▸ Your instructions: Your task is to find every line of the data that holds the string "Beijing" and copy it.

[Stored data entries]
:::
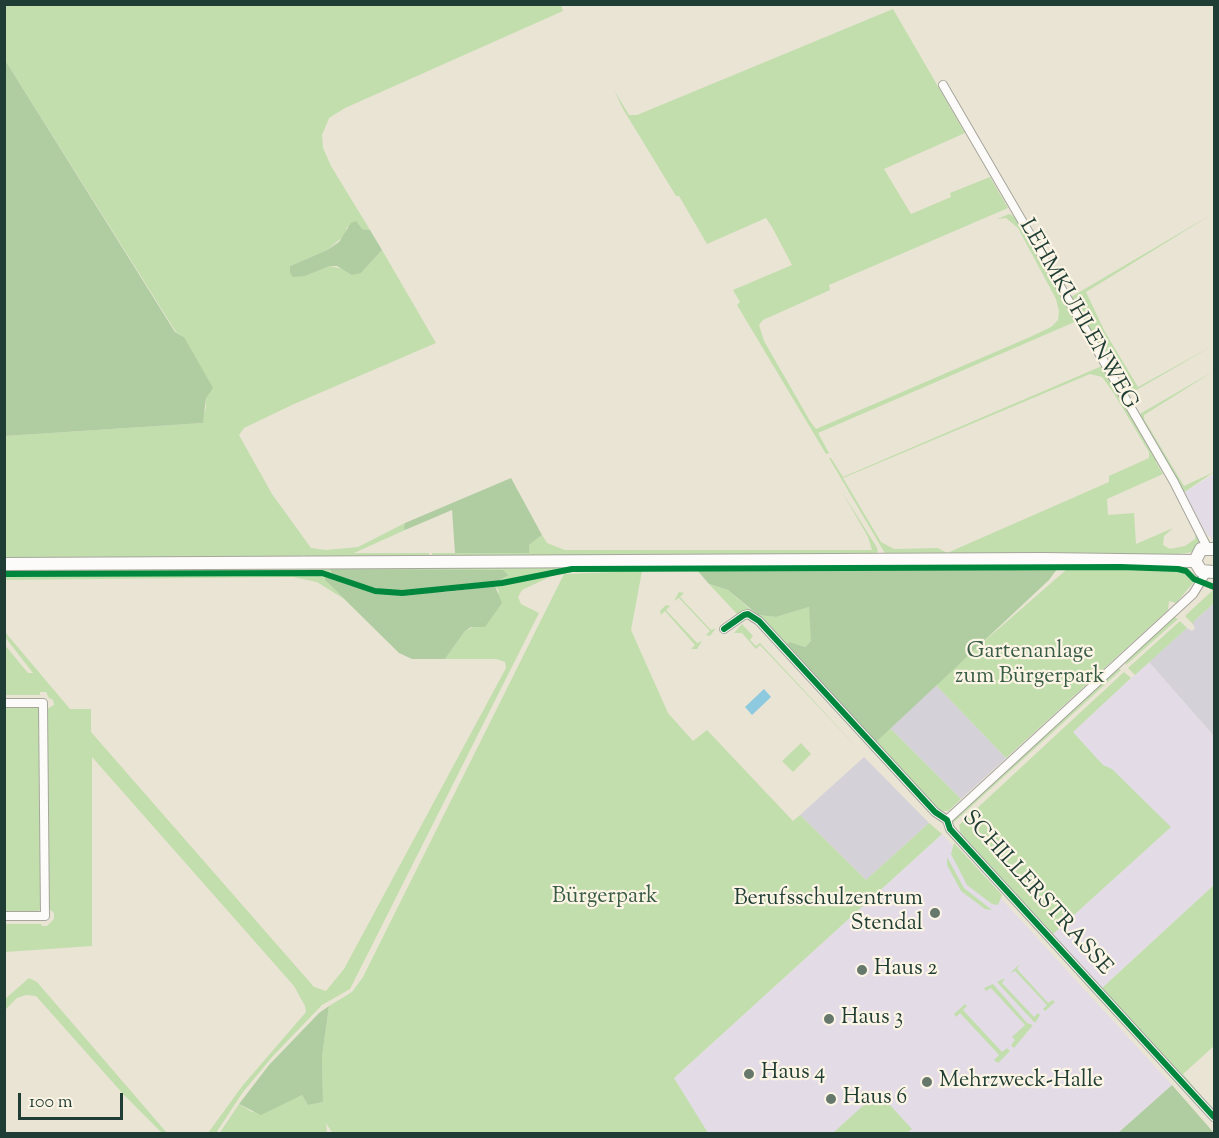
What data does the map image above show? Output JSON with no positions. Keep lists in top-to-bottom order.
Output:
{
  "streets": {
    "street": ["LEHMKUHLENWEG", "SCHILLERSTRASSE"]
  },
  "parks": ["Gartenanlage zum Bürgerpark", "Bürgerpark"],
  "places": [
    "Berufsschulzentrum Stendal",
    "Haus 2",
    "Haus 3",
    "Haus 4",
    "Mehrzweck-Halle",
    "Haus 6"
  ],
  "scale_bar": "100 m"
}
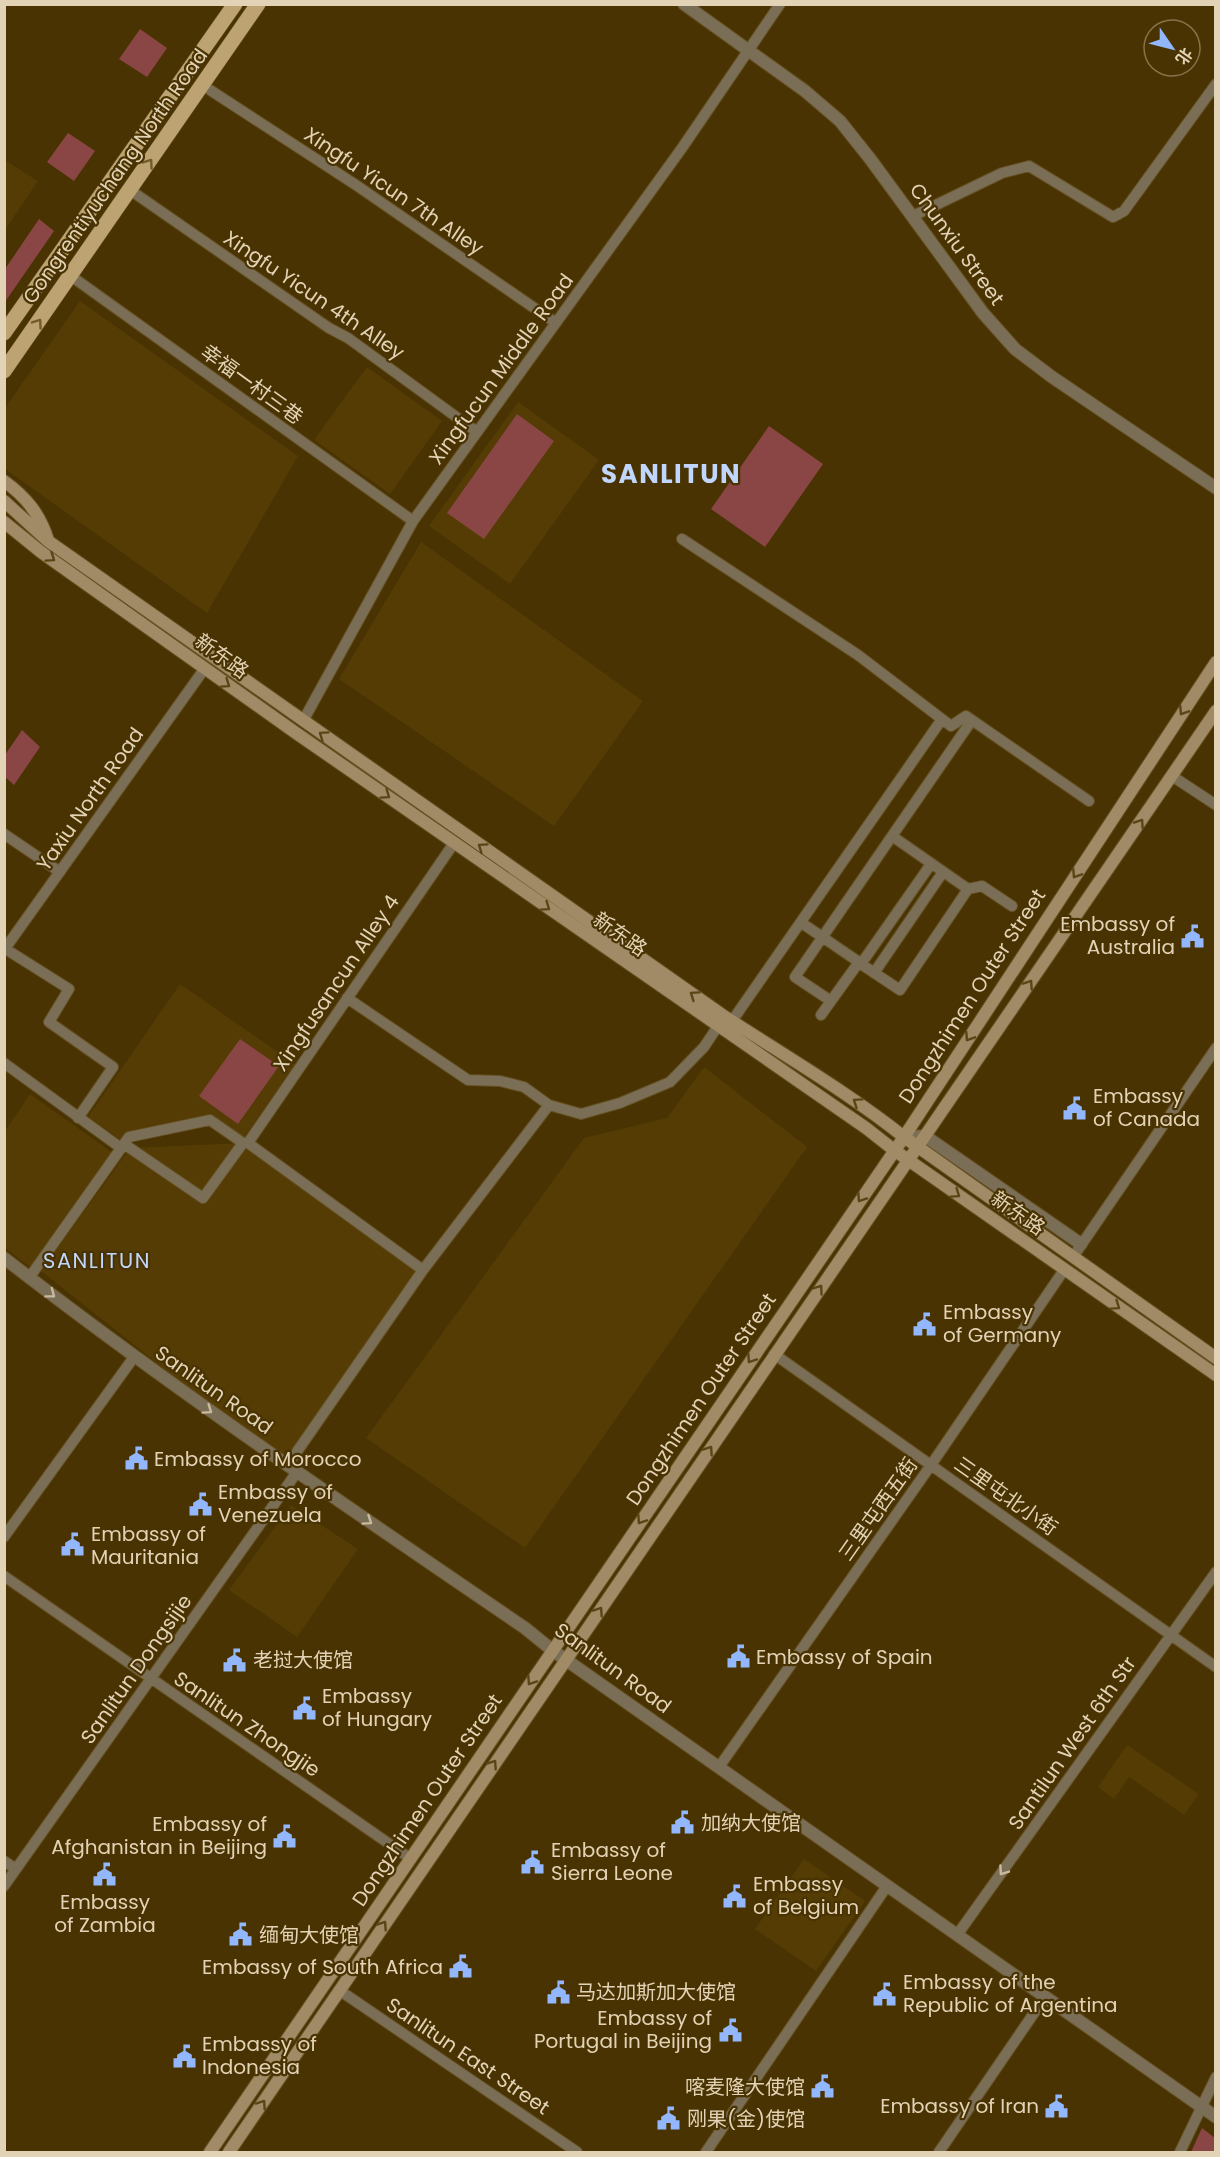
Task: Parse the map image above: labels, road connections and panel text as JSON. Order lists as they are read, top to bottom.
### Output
{
  "streets": {
    "main road": ["Gongrentiyuchang North Road", "新东路", "Dongzhimen Outer Street"],
    "street": [
      "Xingfu Yicun 7th Alley",
      "Chunxiu Street",
      "Xingfu Yicun 4th Alley",
      "Xingfucun Middle Road",
      "幸福一村三巷",
      "Yaxiu North Road",
      "Xingfusancun Alley 4",
      "Sanlitun Road",
      "三里屯北小街",
      "三里屯西五街",
      "Sanlitun Dongsijie",
      "Sanlitun Zhongjie",
      "Santilun West 6th Str",
      "Sanlitun East Street"
    ]
  },
  "crossings": [
    ["Gongrentiyuchang North Road", "Xingfu Yicun 4th Alley"],
    ["Gongrentiyuchang North Road", "幸福一村三巷"],
    ["Xingfu Yicun 7th Alley", "Xingfucun Middle Road"],
    ["Chunxiu Street", "Xingfucun Middle Road"],
    ["Xingfu Yicun 4th Alley", "Xingfucun Middle Road"],
    ["Xingfucun Middle Road", "幸福一村三巷"],
    ["Xingfucun Middle Road", "新东路"],
    ["新东路", "Yaxiu North Road"],
    ["新东路", "Xingfusancun Alley 4"],
    ["新东路", "Dongzhimen Outer Street"],
    ["新东路", "三里屯西五街"],
    ["Dongzhimen Outer Street", "Sanlitun Road"],
    ["Dongzhimen Outer Street", "三里屯北小街"],
    ["Dongzhimen Outer Street", "Sanlitun Zhongjie"],
    ["Dongzhimen Outer Street", "Sanlitun East Street"],
    ["Sanlitun Road", "三里屯西五街"],
    ["Sanlitun Road", "Sanlitun Dongsijie"],
    ["Sanlitun Road", "Santilun West 6th Str"],
    ["三里屯北小街", "三里屯西五街"],
    ["三里屯北小街", "Santilun West 6th Str"],
    ["Sanlitun Dongsijie", "Sanlitun Zhongjie"]
  ],
  "one_way": ["Sanlitun Road", "Santilun West 6th Str"],
  "districts": ["SANLITUN", "SANLITUN"],
  "places": {
    "public building": [
      "Embassy of Australia",
      "Embassy of Canada",
      "Embassy of Germany",
      "Embassy of Morocco",
      "Embassy of Venezuela",
      "Embassy of Mauritania",
      "Embassy of Spain",
      "老挝大使馆",
      "Embassy of Hungary",
      "加纳大使馆",
      "Embassy of Afghanistan in Beijing",
      "Embassy of Sierra Leone",
      "Embassy of Zambia",
      "Embassy of Belgium",
      "缅甸大使馆",
      "Embassy of South Africa",
      "马达加斯加大使馆",
      "Embassy of the Republic of Argentina",
      "Embassy of Portugal in Beijing",
      "Embassy of Indonesia",
      "喀麦隆大使馆",
      "Embassy of Iran",
      "刚果(金)使馆"
    ]
  },
  "north": "bottom right"
}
:::
▸ Response:
      "Embassy of Afghanistan in Beijing",
      "Embassy of Portugal in Beijing",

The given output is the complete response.